Pre-Bey, one of Erizku's most well-known works was "Girl With a Bamboo Earring," a captivating 2009 photo portrait which recast the star of Vermeer's 1665 masterpiece with a luminous black woman in traditional African garb. "I have a celebratory approach to everything," Erizku says. "I always try to celebrate where I come from and the things that inspire me – which, a lot of times, are things that I don't see in the world." In his 2015 video installation Serendipity, which showed at MoMA, he takes a sledgehammer to destroy a bust of David, replacing it with one of Egyptian Queen Nefertiti.

He's also deeply entrenched in music: His recent Purple Reign show in Brussels, earlier this year, exhibited paintings, photography and sculpture all in tribute to Future; he's released mixtapes as vital accompaniments to his shows. During his visit to the Rolling Stone office's cover wall, Erizku excitedly took photo and video of historic covers of David Bowie, Prince and Tupac Shakur (three of his heroes) for his latest Instagram story.

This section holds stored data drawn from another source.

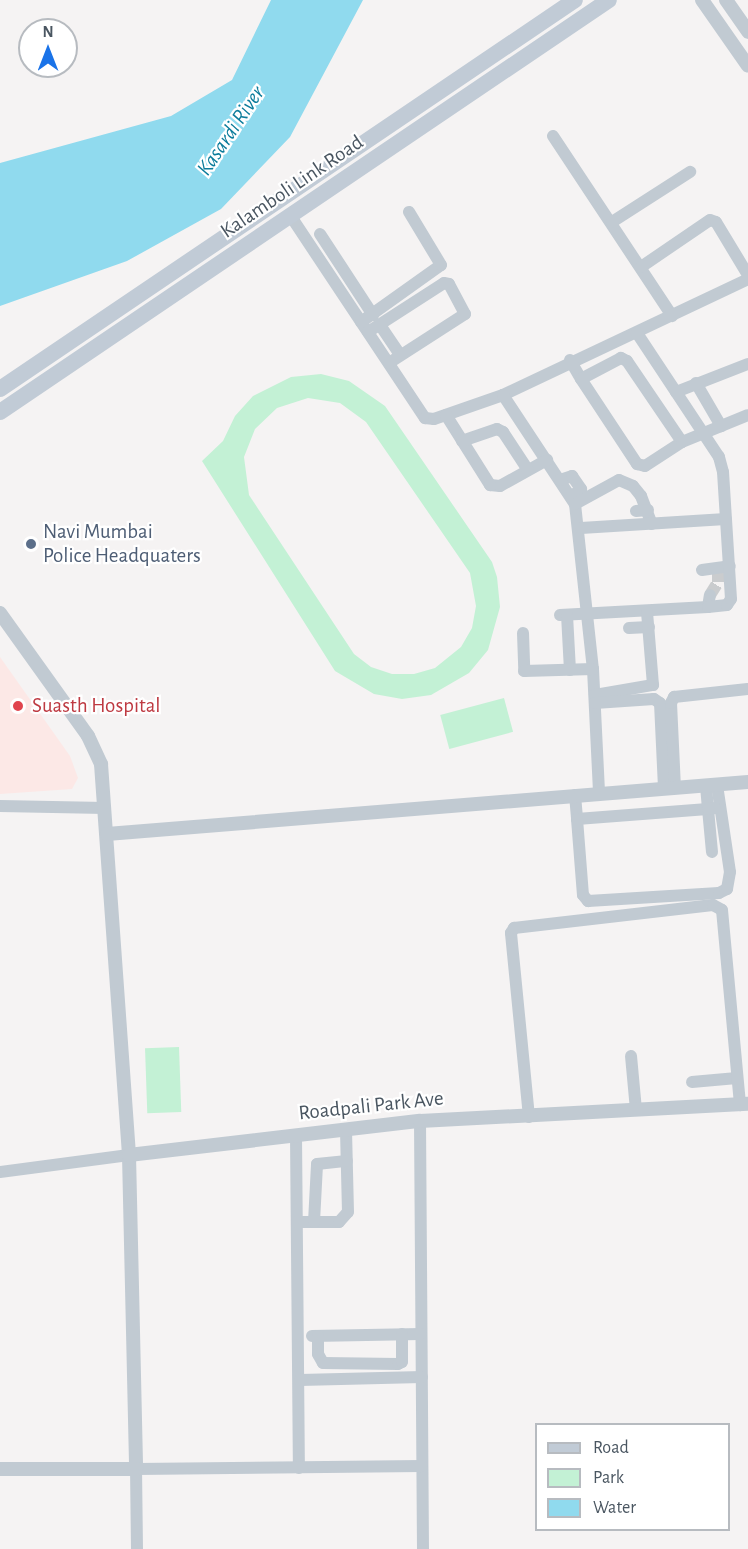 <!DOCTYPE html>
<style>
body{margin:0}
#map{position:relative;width:748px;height:1549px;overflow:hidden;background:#f5f3f3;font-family:"Alegreya Sans",sans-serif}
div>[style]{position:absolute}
.medical>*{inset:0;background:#fce8e6}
.green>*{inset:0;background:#c3f1d5;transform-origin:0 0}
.water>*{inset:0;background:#90daee}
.minor-tunnel>*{height:12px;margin-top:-6px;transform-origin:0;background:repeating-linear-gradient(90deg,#caccce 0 12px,transparent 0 18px)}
.minor>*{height:12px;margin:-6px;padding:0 6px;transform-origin:6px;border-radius:6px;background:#c1cad2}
.tertiary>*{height:14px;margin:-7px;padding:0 7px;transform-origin:7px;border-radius:7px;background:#c1cad2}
.secondary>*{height:16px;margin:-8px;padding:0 8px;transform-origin:8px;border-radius:8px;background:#c1cbd6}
.dots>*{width:16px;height:16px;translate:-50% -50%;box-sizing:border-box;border:3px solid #fff;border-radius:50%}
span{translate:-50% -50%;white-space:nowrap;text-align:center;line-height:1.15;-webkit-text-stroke:4.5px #fff;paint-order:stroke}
.street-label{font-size:21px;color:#4a5661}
.service-label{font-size:21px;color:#4e5e75}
.left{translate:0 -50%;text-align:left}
.health-label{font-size:21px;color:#be3a42}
.water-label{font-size:22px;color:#0c7c9b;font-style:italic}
.legend{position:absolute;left:535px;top:1423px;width:195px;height:108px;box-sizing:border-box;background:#fff;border:2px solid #b7bbc0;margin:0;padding:8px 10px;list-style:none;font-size:18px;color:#4a5661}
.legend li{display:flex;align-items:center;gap:12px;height:30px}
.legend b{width:30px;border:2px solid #b7bbc0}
.north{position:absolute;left:18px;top:18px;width:60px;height:60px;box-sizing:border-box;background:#fff;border:2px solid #b7bbc0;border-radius:50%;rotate:0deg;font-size:16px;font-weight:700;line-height:24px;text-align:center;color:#4a5661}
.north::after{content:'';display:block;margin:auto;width:21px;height:27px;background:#1a73e8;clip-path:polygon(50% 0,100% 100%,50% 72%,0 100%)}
</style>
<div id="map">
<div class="medical">
<i style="clip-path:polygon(0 657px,70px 756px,78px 778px,72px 789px,0 794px)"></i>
</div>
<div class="green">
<i style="clip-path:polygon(evenodd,321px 374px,349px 381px,385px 406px,492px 562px,497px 577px,500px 607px,488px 650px,469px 673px,431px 695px,402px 699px,374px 694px,335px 671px,202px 461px,223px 441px,235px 416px,253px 396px,291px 377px,321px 374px,308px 398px,340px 403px,366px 422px,470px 573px,476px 606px,472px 628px,461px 647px,435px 668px,414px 674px,392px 674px,371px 667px,354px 654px,249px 495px,244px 457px,255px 429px,277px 408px,308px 398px)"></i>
<i style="left:504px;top:698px;width:35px;height:66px;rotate:75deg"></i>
<i style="left:179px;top:1047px;width:65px;height:34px;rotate:88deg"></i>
</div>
<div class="water">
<i style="clip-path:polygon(271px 0,363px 0,290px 137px,221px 209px,127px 261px,0 306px,0 163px,171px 116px,232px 80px)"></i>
</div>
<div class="minor-tunnel">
<i style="left:710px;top:595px;width:15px;rotate:-58deg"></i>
<i style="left:718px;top:582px;width:12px;rotate:-90deg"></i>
</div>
<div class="minor">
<i style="left:553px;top:136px;width:216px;rotate:56.5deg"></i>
<i style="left:290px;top:215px;width:244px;rotate:56.4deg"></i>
<i style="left:425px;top:418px;width:9px;rotate:6deg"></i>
<i style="left:434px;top:419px;width:73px;rotate:-19.2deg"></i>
<i style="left:503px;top:395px;width:271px;rotate:-25.3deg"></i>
<i style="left:612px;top:222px;width:93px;rotate:-32.7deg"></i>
<i style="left:320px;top:234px;width:97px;rotate:56.8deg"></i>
<i style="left:641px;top:267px;width:83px;rotate:-34.3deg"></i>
<i style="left:710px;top:220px;width:6px;rotate:18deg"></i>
<i style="left:716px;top:222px;width:62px;rotate:58.9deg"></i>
<i style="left:361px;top:322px;width:98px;rotate:-35.5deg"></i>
<i style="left:441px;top:265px;width:62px;rotate:-121.1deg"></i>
<i style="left:380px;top:325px;width:36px;rotate:56deg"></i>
<i style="left:368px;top:332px;width:90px;rotate:-32.8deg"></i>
<i style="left:444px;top:283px;width:5px;rotate:11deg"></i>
<i style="left:449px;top:284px;width:34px;rotate:62deg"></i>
<i style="left:465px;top:314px;width:90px;rotate:147.2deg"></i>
<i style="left:570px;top:360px;width:22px;rotate:60deg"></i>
<i style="left:581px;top:379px;width:102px;rotate:56.6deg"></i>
<i style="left:637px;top:464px;width:8px;rotate:14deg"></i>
<i style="left:645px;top:466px;width:44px;rotate:-33deg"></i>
<i style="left:682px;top:442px;width:98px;rotate:-124.2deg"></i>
<i style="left:627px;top:361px;width:7px;rotate:-153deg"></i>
<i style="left:621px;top:358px;width:45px;rotate:152.3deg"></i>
<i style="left:696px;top:383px;width:50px;rotate:59.8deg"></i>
<i style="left:676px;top:392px;width:77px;rotate:-21.3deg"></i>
<i style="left:503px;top:395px;width:131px;rotate:56.6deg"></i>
<i style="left:575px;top:504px;width:166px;rotate:83.8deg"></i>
<i style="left:593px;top:669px;width:124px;rotate:87.2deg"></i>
<i style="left:446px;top:415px;width:83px;rotate:57.8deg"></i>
<i style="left:490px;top:485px;width:10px;rotate:6deg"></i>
<i style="left:500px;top:486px;width:54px;rotate:-29deg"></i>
<i style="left:462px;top:441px;width:37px;rotate:-19deg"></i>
<i style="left:497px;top:429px;width:7px;rotate:27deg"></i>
<i style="left:503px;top:432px;width:45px;rotate:56.7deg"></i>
<i style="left:682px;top:442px;width:71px;rotate:-22.2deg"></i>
<i style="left:560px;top:480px;width:13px;rotate:-18deg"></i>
<i style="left:572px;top:476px;width:16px;rotate:55deg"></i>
<i style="left:581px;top:489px;width:13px;rotate:141deg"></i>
<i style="left:575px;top:504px;width:50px;rotate:-28.6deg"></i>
<i style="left:619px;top:480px;width:15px;rotate:23deg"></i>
<i style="left:633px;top:486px;width:13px;rotate:51deg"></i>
<i style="left:641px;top:496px;width:30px;rotate:69deg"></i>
<i style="left:636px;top:511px;width:12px;rotate:-5deg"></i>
<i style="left:581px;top:528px;width:145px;rotate:-3.6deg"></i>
<i style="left:702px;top:570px;width:28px;rotate:-8deg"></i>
<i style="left:708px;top:607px;width:12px;rotate:-81deg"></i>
<i style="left:560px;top:615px;width:148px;rotate:-3.1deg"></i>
<i style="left:708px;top:607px;width:19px;rotate:-6deg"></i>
<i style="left:727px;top:605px;width:7px;rotate:-56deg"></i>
<i style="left:731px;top:599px;width:127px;rotate:-93.6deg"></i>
<i style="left:723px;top:472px;width:16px;rotate:-105deg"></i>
<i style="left:719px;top:457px;width:149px;rotate:-123.5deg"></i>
<i style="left:567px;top:615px;width:55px;rotate:86.9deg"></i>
<i style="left:629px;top:628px;width:20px;rotate:-3deg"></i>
<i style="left:523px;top:633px;width:38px;rotate:88deg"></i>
<i style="left:524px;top:671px;width:69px;rotate:-1.7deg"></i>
<i style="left:595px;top:695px;width:59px;rotate:-9.8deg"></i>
<i style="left:653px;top:685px;width:73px;rotate:-94.7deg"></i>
<i style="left:595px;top:703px;width:59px;rotate:-3.9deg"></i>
<i style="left:654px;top:699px;width:7px;rotate:34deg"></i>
<i style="left:660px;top:703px;width:85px;rotate:87.3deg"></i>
<i style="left:675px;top:788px;width:85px;rotate:-92.7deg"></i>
<i style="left:671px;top:703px;width:7px;rotate:-63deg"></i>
<i style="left:674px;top:697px;width:74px;rotate:-6.2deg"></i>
<i style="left:575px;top:795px;width:24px;rotate:85deg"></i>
<i style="left:577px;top:819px;width:131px;rotate:-4.4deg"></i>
<i style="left:708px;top:809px;width:23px;rotate:-95deg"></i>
<i style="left:0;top:806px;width:105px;rotate:1.1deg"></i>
<i style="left:577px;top:819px;width:76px;rotate:85.5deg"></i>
<i style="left:583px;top:895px;width:8px;rotate:50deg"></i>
<i style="left:588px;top:901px;width:131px;rotate:-3.5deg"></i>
<i style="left:719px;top:893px;width:9px;rotate:-27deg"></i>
<i style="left:727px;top:889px;width:17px;rotate:-80deg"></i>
<i style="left:730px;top:872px;width:88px;rotate:-98.5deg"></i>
<i style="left:712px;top:852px;width:43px;rotate:-95.3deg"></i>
<i style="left:708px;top:809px;width:7px;rotate:-8deg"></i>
<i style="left:631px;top:1056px;width:54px;rotate:84.7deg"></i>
<i style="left:692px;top:1082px;width:45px;rotate:-5.1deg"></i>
<i style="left:529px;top:1117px;width:185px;rotate:-95.6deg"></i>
<i style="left:511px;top:933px;width:6px;rotate:-59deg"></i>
<i style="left:514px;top:928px;width:200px;rotate:-6.6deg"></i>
<i style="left:713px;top:905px;width:10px;rotate:29deg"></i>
<i style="left:722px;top:910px;width:196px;rotate:84.7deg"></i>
<i style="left:420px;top:1121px;width:428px;rotate:89.6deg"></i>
<i style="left:296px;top:1135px;width:333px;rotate:89.5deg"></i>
<i style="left:0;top:1172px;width:130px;rotate:-7.5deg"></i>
<i style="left:297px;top:1222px;width:42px"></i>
<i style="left:339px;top:1222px;width:13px;rotate:-48deg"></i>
<i style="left:348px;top:1212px;width:83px;rotate:-91.4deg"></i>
<i style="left:314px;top:1222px;width:58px;rotate:-87deg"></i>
<i style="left:317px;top:1164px;width:30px;rotate:-6deg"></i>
<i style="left:312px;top:1336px;width:109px;rotate:-1.1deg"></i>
<i style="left:318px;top:1336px;width:18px;rotate:90deg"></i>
<i style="left:318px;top:1354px;width:10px;rotate:61deg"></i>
<i style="left:323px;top:1363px;width:75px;rotate:0.8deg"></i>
<i style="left:398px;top:1364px;width:4px;rotate:-27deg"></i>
<i style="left:402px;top:1362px;width:28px;rotate:-90deg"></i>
<i style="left:300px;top:1380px;width:122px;rotate:-1.4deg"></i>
<i style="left:137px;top:1549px;width:80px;rotate:-90.7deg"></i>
<i style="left:136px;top:1469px;width:286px;rotate:-0.6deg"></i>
</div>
<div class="tertiary">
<i style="left:702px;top:0;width:80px;rotate:55.1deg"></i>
<i style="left:726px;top:0;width:39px;rotate:55deg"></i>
<i style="left:0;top:613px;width:151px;rotate:54.4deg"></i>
<i style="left:88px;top:736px;width:31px;rotate:65deg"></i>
<i style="left:101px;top:764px;width:392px;rotate:85.9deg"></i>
<i style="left:129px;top:1155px;width:314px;rotate:88.7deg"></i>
<i style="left:136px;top:1469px;width:136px;rotate:180deg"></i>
<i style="left:107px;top:834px;width:643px;rotate:-4.64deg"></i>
<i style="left:129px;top:1155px;width:293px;rotate:-6.7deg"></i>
<i style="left:420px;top:1121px;width:328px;rotate:-3deg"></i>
</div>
<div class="secondary">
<i style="left:0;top:389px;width:694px;rotate:-34.08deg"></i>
<i style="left:0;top:412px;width:735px;rotate:-34.08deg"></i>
</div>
<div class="dots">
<i style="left:31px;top:544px;background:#5c6f8a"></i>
<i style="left:18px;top:706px;background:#e0444e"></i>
</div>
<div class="street-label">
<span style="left:292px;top:187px;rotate:-34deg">Kalamboli Link Road</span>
<span style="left:371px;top:1106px;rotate:-6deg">Roadpali Park Ave</span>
</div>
<div class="service-label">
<span class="left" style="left:43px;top:544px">Navi Mumbai<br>Police Headquaters</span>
</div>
<div class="health-label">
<span class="left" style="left:32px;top:706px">Suasth Hospital</span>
</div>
<div class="water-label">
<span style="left:231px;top:131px;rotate:-56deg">Kasardi River</span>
</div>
<ul class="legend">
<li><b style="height:8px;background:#c1cbd6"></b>Road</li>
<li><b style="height:16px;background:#c3f1d5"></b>Park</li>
<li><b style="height:16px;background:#90daee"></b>Water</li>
</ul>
<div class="north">N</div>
</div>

Less celebratory is his most recent exhibition, Make America Great Again, featuring a door scrawled with the graffitied word "Trump," the T as a Swastika, a desecrated American flag and other confrontational, mournful creations.

"That was from the bottom of my heart," he says. "It was from all these things that I was experiencing as a young, black Muslim man living in this world, with Trump taking power in office and what he's doing."

Next up in 2017 are a brand-new exhibition at the Night Gallery in L.A. which opens in September; a July visit to Egypt for work on the follow-up to Serendipity, and, of all things, an Awol Erizku Chess Set, expected Autumn 2018. Via his fledgling music label, Tra$h Money Record$, he will debut artist Lvcid Paroah's Snake Eyez in early July via Apple Music.

In the meantime, his most famous collaborator is expected to deliver those twins any day now. And while millions of fans are hungry for a Lemonade sequel postpartum, he argues she's moved beyond even the musical plane. "She just needs to be an example that people could learn from," he says. "As a human being who's so open, who's privileged enough or blessed enough to be in such a position. People need to understand and study Beyoncé. I think Beyoncé needs to create a textbook."

But the queen herself may have learned from Erizku, too. She used his arresting images as a starting point to launch a very personal social media art project of her own: Since that announcement, she's documented and celebrated her pregnancy with the world – something she didn't do during her first pregnancy with daughter Blue – with similarly stylized images of herself, her family, and that baby bump via her Instagram, her website and an unforgettable Grammys performance.

"That was just amazing," Erizku says. Still, his own ambitions for himself are bigger. "It's not close to the kind of impact that I want to leave. I'd like to leave this earth better than I found it. That's just the journey I'm on, so I'm just gonna try to make the best art that I can with the time given, and try to up that every step of the way."